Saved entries
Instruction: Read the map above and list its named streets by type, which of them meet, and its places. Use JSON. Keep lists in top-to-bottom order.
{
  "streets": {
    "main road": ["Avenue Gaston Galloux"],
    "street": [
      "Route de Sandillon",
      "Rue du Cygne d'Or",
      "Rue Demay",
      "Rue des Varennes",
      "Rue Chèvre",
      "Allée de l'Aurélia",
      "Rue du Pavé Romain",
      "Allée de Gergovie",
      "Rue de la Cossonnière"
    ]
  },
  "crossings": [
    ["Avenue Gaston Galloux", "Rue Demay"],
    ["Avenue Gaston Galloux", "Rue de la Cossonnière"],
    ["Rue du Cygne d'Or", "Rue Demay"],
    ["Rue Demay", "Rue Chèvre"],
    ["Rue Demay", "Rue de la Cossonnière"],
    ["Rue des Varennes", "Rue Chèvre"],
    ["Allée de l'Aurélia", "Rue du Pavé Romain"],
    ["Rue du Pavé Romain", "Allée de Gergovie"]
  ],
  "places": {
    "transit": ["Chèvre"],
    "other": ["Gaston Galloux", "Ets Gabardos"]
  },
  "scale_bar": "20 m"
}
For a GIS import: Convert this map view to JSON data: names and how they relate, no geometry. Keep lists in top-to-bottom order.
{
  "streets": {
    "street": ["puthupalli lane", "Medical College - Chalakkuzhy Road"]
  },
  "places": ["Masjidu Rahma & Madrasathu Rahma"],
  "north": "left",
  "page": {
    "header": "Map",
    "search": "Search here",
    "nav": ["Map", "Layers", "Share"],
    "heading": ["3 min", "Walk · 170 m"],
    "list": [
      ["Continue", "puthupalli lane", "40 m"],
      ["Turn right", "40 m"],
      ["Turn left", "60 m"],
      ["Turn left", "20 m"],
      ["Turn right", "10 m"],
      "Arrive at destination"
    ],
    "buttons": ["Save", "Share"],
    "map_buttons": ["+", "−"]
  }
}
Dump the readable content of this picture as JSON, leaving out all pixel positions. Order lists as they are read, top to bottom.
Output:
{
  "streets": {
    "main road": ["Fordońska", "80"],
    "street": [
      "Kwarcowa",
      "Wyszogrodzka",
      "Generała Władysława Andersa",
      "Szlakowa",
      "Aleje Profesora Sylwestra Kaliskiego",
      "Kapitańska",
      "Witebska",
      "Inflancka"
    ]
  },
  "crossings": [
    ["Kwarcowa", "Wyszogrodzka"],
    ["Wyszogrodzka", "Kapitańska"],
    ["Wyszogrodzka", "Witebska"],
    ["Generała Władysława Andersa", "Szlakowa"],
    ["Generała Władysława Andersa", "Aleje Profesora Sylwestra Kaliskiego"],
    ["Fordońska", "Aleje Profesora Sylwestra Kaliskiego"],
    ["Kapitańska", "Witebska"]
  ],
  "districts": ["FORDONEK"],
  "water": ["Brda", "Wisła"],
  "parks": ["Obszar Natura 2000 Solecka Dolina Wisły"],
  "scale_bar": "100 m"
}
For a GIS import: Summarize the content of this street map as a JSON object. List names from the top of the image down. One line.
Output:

# Aim of the task:
Above are records; say how many of their lines contain the word "content", giving only the number.

# Finished exercise:
2